#### [TASK DIRECTIONS]
When a line of the entries contains "currentColor", please list that line.

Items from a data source
________________________

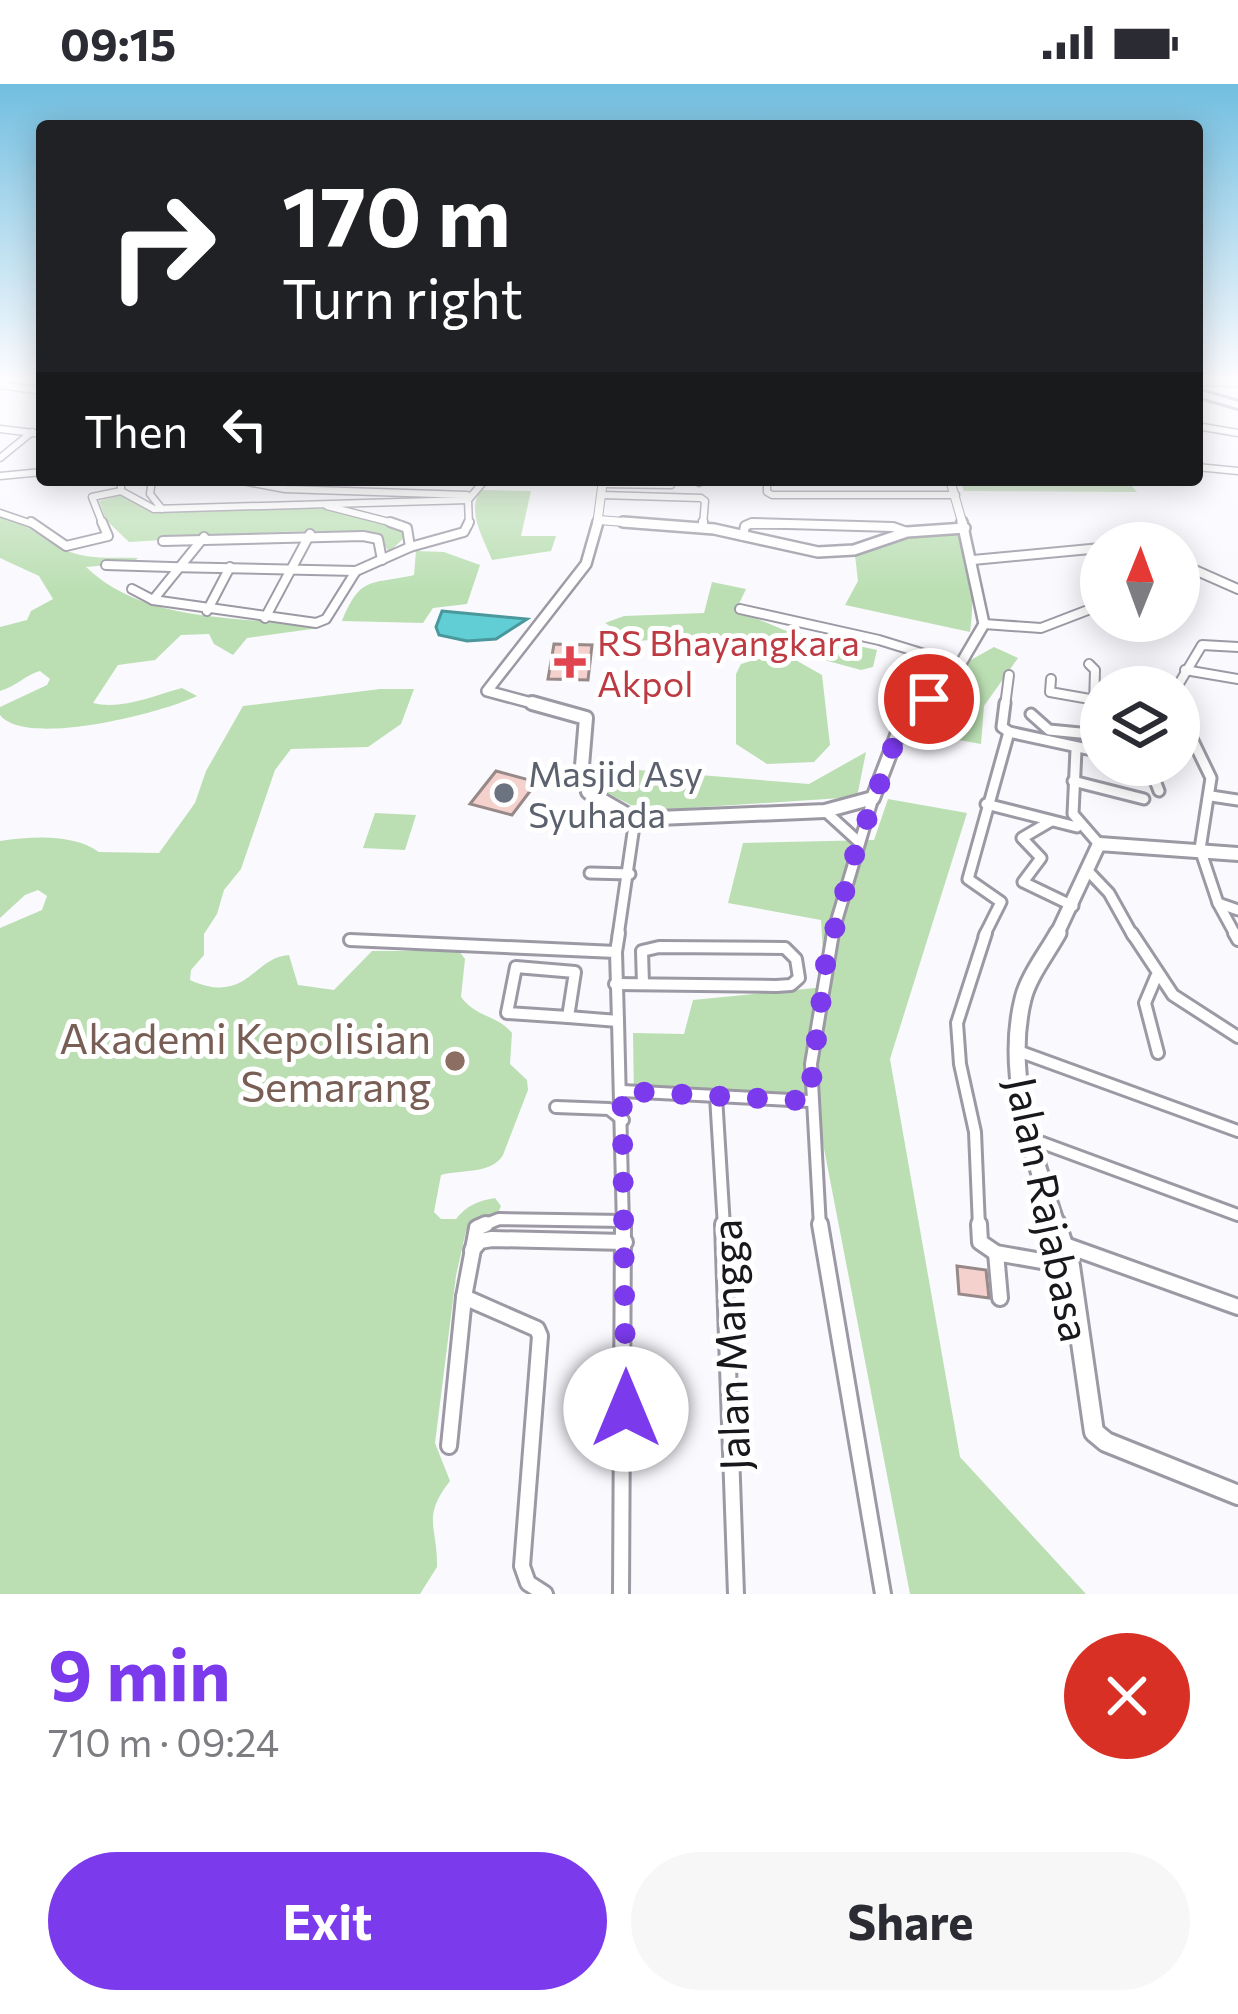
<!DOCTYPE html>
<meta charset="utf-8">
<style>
body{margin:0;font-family:Commissioner,sans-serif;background:#f7f7f7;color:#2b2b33;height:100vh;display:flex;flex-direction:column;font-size:45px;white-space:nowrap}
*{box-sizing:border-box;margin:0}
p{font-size:39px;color:#7c7c81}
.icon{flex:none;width:66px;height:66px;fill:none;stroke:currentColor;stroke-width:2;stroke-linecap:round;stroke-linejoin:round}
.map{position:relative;height:1510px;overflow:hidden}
.side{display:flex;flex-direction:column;background:#fff;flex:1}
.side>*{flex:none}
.hud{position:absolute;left:36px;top:36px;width:1167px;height:366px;border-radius:12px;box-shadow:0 6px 30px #0003;background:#202124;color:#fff;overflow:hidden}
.needle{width:78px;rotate:1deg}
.controls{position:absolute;left:1080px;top:438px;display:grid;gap:24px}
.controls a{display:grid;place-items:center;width:120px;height:120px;border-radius:50%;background:#fff;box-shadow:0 6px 30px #0003;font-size:60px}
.pin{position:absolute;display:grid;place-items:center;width:102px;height:102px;color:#fff;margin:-51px;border:6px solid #fff;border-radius:50%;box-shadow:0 3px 12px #0007}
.me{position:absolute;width:132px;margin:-66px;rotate:0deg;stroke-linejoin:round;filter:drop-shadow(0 0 9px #0008)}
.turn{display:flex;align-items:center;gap:42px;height:252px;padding:0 48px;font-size:54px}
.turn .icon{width:156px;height:156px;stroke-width:2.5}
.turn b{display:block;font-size:84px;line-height:102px}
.then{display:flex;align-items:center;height:114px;padding:0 48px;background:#0003;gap:24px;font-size:45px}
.round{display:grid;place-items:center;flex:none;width:126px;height:126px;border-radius:63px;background:#f7f7f7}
.head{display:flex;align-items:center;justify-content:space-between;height:204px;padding:0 48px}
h1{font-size:72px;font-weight:700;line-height:90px;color:#7c3aed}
.cta{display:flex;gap:24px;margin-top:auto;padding:24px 48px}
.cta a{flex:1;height:138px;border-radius:72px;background:#7c3aed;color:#fff;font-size:48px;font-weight:700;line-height:138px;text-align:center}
.cta a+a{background:#f7f7f7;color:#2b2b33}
.status{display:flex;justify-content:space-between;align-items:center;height:84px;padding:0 60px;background:#fff;direction:ltr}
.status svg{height:33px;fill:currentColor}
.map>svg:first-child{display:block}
.green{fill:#bbdfb3}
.water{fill:#60ced4;stroke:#4a979c;stroke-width:3}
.building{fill:#f4d1cd;stroke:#968988;stroke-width:3}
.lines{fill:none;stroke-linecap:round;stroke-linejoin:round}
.street-far4-casing{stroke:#9c99a4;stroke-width:9}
.street-far3-casing{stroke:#9c99a4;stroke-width:12}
.street-far2-casing{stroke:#9c99a4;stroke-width:15}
.street-far1-casing{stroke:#9c99a4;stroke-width:16}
.street-casing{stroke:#9c99a4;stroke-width:20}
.secondary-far4-casing{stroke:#9c99a4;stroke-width:10}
.secondary-far3-casing{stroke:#9c99a4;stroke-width:14}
.secondary-far2-casing{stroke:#9c99a4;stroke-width:18}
.secondary-far1-casing{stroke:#9c99a4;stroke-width:21}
.secondary-casing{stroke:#9c99a4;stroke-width:24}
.highway-casing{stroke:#9c99a4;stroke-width:6}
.street-far4{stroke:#fff;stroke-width:6}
.street-far3{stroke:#fff;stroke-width:8}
.street-far2{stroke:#fff;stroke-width:9}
.street-far1{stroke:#fff;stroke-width:10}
.street{stroke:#fff;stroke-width:14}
.secondary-far4{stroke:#fff;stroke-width:8}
.secondary-far3{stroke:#fff;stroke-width:9}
.secondary-far2{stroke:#fff;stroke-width:12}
.secondary-far1{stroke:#fff;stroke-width:15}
.secondary{stroke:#fff;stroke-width:18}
.highway{fill:#fff;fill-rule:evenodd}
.route{stroke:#7c3aed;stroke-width:21;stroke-dasharray:0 37.8}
.health-dot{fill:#e0444e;stroke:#fff;stroke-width:4.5}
.worship-dot{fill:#6b7280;stroke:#fff;stroke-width:4.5}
.education-dot{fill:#8d6e63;stroke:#fff;stroke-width:4.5}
.labels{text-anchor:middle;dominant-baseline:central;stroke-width:10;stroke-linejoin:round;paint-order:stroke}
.health-label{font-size:36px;fill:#be3a42;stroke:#fff;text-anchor:start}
.worship-label{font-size:36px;fill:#5b616d;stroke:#fff;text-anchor:start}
.near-education-label{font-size:42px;fill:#785e54;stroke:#fff;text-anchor:end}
.near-street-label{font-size:42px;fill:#18171b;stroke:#fff}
</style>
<div class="status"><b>09:15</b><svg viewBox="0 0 49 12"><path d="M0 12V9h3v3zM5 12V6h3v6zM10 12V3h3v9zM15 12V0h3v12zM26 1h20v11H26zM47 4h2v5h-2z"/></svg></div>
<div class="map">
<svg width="1238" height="1510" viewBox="0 0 1238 1510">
<rect width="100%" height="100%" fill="#faf9fe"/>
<!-- green -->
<g class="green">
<path d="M960,396H1107L1130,400L1137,408L964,407Z"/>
<path d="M481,406L531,407L521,452H556L551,467L492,476C483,453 466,427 481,406Z"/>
<path d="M122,411L154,428L320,421L400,442L405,453L389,468L376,450C293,442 212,454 129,458L106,436L99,417Z"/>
<path d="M0,432C28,440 37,451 61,464C86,477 111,473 138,474L132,479L86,483C148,542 241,530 319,544L247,554L233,571L214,560L209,550L181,551L155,576L118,581L93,619C121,626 153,612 182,604L197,612C162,629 26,664 0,631V623L47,601L50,595L40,587C27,590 17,602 0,607V543L27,536L31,527L53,515L39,492L0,474Z"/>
<path d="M955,447C972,475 975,517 970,548L845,521L858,497L855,471L909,449Z"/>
<path d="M416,467L444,468L480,481L467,520L433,524L423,539L342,537C361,491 370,501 414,491Z"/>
<path d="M712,498L746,505L736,526L784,546L877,566L873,583L861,586L732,551L635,557L605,539L624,532L704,529Z"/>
<path d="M994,563L1018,574L984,622L981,660L909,647L969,577Z"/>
<path d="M767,572L792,574L822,591L830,661L814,678L767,680L736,660V590L741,580Z"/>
<path d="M380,605H414L401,640L368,663L291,665L275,686L241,785L224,806L217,830L204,850V871L191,886L190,896C247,922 253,873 289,871L298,901L334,906L372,867H459L465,875L461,913C478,935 496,930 512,949L510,980L527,996L528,1006L503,1071C491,1091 461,1085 441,1091L434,1128L441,1135H456C467,1121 478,1117 495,1114L501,1122L498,1129L478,1135L466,1147L456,1192L435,1359L450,1397C421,1434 438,1443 437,1483L420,1510H0V844L42,826L47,812L38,806L25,811L0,834V757C34,752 73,750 99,768L159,769L195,719L206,687L243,622Z"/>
<path d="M866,668L857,713L643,727L605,708L602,683L809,700Z"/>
<path d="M888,715L967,729L890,975L960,1373L1086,1510H910L815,1018L634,1014L633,949L684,950L693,916L825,903L821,836L728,819L743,759L874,756Z"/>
<path d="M375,729L416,731L405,766L363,764Z"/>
</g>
<!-- water -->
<path class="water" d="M442,527L527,535L496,555L467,557L439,551L436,543Z"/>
<!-- building -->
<g class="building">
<path d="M554,560L592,561L588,596L548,595Z"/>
<path d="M496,687L537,698L512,731L470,720Z"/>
<path d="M957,1182L986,1186L989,1214L959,1210Z"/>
</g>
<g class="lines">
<defs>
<g id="street-far4">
<path d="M1197,298L1238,299"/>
<path d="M0,301L42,307"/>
<path d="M1197,342L1238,349"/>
<path d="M0,345L42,350"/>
<path d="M0,374L32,348"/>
<path d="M1197,383L1238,387"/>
<path d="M0,392L42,388"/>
<path d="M121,396V407L154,425L468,416"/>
<path d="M152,396L150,410L162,425"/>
<path d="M237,396L285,405L467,411"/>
<path d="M767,396V408L772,411H956"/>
<path d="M699,399L704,396"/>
<path d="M603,400L671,401"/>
<path d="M602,411L701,414L705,417L703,441"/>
<path d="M327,422L401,441"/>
<path d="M0,429L35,441"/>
<path d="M103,441L92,413L121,407"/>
<path d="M469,441L468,416L485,396"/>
<path d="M748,441H817"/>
</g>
<g id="street-far3">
<path d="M31,438L66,462L108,452L102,438"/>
<path d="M390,438L407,444L410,463"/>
<path d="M703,444V438"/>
<path d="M743,452L745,442L752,439L893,443L907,448"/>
<path d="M204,453L153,516L316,539L326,535L356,487"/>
<path d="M163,457L363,452L378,455L382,476"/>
<path d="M973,476L1101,464"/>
<path d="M1179,479L1238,505"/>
<path d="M106,481L171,483"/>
<path d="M169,483L356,487L410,463L464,448L469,438"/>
<path d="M132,505L153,516"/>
<path d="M740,525L879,556L960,581"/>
<path d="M207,527L230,483"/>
<path d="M265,534L310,450"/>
<path d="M984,540L1041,544L1101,521"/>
<path d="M1089,580L1095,586L1094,622"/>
<path d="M1185,586L1238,595"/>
<path d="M1051,595L1050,608L1101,617"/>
<path d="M1122,603L1130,590"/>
<path d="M1177,603L1202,561L1238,563"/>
<path d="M1005,622L1009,591"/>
</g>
<g id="street-far2">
<path d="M1093,619L1101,645"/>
<path d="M1179,628L1211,694L1200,765L1218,819L1236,852"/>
<path d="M1031,630L1049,646L1101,651"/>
<path d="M1009,648L1101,668"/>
<path d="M1076,666L1073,730L1099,760"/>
<path d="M1149,681L1159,707"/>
<path d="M1073,697L1144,715"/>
<path d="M1211,712L1238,716"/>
<path d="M986,720L1077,743"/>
<path d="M825,727L859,758"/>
<path d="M1051,737L1022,754L1041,774L1023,798L1073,822"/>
<path d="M1088,787L1109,809L1133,852"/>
<path d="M590,789L630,790"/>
<path d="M1218,819L1238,826"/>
<path d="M618,852L635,735"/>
<path d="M832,852L873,714"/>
<path d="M984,852L1001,818L968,795L1009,648L1002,643L1005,619"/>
</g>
<g id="street-far1">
<path d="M1132,849L1173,911L1238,953"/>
<path d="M1234,849L1238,856"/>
<path d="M350,856L616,868L618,937L568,933"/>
<path d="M616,868L619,849"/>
<path d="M516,883L575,888L568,933L507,929Z"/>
<path d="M1156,893L1145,919L1158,969"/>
<path d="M615,900L776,902L791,901L799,894L796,875L785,864L659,863L642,867L643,900"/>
<path d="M618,937L623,1143"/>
<path d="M1018,967L1238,1047"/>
<path d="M622,1007L809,1017"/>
<path d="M716,1012L724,1143"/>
<path d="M556,1023L609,1025L623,1036"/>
<path d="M1029,1054L1238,1131"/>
<path d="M479,1143L499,1135L624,1137"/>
<path d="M820,1143L811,980L833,849"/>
<path d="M979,1143L975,1048L960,980L957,939L986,849"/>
</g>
<g id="street">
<path d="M723,1140L736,1510"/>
<path d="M820,1140L883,1510"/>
<path d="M979,1140L980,1158L996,1169L1070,1182"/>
<path d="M1065,1161L1238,1223"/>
<path d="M472,1166L480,1157L492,1155L625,1158"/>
<path d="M996,1169L1000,1214"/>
<path d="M464,1213L537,1245L540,1252L522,1482L528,1499L545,1510"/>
<path d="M449,1362L464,1213L477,1144L486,1140"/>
<path d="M621,1510L623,1140"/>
</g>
<g id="secondary-far4">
<path d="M950,396L963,441"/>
<path d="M599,436L661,441"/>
<path d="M597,441L603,396"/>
</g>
<g id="secondary-far3">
<path d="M623,438L714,445L818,468L854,466L907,448L965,444"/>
<path d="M543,622L487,607L586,480L598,438"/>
<path d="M922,622L960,581L984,540L962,438"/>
</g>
<g id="secondary-far2">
<path d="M532,619L586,634L582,682L588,708L635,735L825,727L873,714L898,649L925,619"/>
<path d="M1056,852L1099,760L1238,770"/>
</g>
<path id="secondary-far1" d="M1057,1143C1034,1072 1004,991 1023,915C1028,893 1047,869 1058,849"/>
<path id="secondary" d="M1056,1140L1070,1182L1094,1348L1106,1358L1238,1411"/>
<path id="highway" d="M1197,306L1238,318V324L1197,312Z"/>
</defs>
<!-- street-far4 casing -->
<use href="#street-far4" class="street-far4-casing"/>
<!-- street-far3 casing -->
<use href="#street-far3" class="street-far3-casing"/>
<!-- street-far2 casing -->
<use href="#street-far2" class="street-far2-casing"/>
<!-- street-far1 casing -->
<use href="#street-far1" class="street-far1-casing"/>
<!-- street casing -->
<use href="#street" class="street-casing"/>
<!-- secondary-far4 casing -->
<use href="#secondary-far4" class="secondary-far4-casing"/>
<!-- secondary-far3 casing -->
<use href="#secondary-far3" class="secondary-far3-casing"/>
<!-- secondary-far2 casing -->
<use href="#secondary-far2" class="secondary-far2-casing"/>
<!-- secondary-far1 casing -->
<use href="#secondary-far1" class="secondary-far1-casing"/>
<!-- secondary casing -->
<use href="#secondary" class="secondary-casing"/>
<!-- highway casing -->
<use href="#highway" class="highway-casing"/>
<!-- street-far4 -->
<use href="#street-far4" class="street-far4"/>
<!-- street-far3 -->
<use href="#street-far3" class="street-far3"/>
<!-- street-far2 -->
<use href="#street-far2" class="street-far2"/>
<!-- street-far1 -->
<use href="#street-far1" class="street-far1"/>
<!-- street -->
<use href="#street" class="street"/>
<!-- secondary-far4 -->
<use href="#secondary-far4" class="secondary-far4"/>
<!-- secondary-far3 -->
<use href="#secondary-far3" class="secondary-far3"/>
<!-- secondary-far2 -->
<use href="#secondary-far2" class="secondary-far2"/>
<!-- secondary-far1 -->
<use href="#secondary-far1" class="secondary-far1"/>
<!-- secondary -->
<use href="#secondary" class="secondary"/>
<!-- highway -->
<use href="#highway" class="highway"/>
</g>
<!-- sky -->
<linearGradient id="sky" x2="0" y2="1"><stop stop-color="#71bee0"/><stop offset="0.58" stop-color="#fdfcff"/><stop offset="1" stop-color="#fdfcff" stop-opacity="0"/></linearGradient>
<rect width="1238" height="507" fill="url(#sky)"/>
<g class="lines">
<!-- route -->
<path class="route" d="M626,1325L622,1007L809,1017L826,877L856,766L898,649L929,615"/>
</g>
<!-- markers -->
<path class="health-dot" d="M564 560h12v12h12v12h-12v12h-12v-12h-12v-12h12z"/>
<circle class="worship-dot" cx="504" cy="709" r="12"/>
<circle class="education-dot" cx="455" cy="977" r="12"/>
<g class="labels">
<!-- health labels -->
<g class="health-label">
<text x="597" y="557">RS Bhayangkara<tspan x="597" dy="41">Akpol</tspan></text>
</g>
<!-- worship labels -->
<g class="worship-label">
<text x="528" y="688">Masjid Asy<tspan x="528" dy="41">Syuhada</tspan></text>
</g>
<!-- near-education labels -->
<g class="near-education-label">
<text x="431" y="953">Akademi Kepolisian<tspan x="431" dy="48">Semarang</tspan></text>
</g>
<!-- near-street labels -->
<g class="near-street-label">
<text transform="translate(1050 1125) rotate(78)">Jalan Rajabasa</text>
<text transform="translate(729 1261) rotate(-92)">Jalan Mangga</text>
</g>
</g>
</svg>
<div class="controls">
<a><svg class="needle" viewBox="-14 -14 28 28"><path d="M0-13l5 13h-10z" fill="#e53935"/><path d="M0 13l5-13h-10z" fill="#7c7c81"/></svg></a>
<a><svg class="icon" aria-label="layers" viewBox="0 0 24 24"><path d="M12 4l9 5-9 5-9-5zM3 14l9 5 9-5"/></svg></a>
</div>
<div class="pin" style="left:929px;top:615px;background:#d93025"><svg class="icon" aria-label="arrive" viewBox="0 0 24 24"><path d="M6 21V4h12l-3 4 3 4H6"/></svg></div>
<svg class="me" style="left:626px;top:1325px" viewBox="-20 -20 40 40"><circle r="19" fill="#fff"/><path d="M0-13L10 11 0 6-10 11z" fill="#7c3aed"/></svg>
<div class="hud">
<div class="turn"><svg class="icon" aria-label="right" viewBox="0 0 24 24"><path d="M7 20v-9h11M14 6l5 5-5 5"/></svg><div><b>170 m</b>Turn right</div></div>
<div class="then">Then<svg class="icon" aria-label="left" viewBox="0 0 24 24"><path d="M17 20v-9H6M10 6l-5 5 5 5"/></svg></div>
</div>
</div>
<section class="side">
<div class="head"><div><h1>9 min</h1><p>710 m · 09:24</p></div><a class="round" style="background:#d93025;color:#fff"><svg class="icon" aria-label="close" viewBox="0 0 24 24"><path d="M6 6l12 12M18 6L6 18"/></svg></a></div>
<div class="cta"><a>Exit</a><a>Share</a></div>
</section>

________________________

#### [TASK RESPONSE]
.icon{flex:none;width:66px;height:66px;fill:none;stroke:currentColor;stroke-width:2;stroke-linecap:round;stroke-linejoin:round}
.status svg{height:33px;fill:currentColor}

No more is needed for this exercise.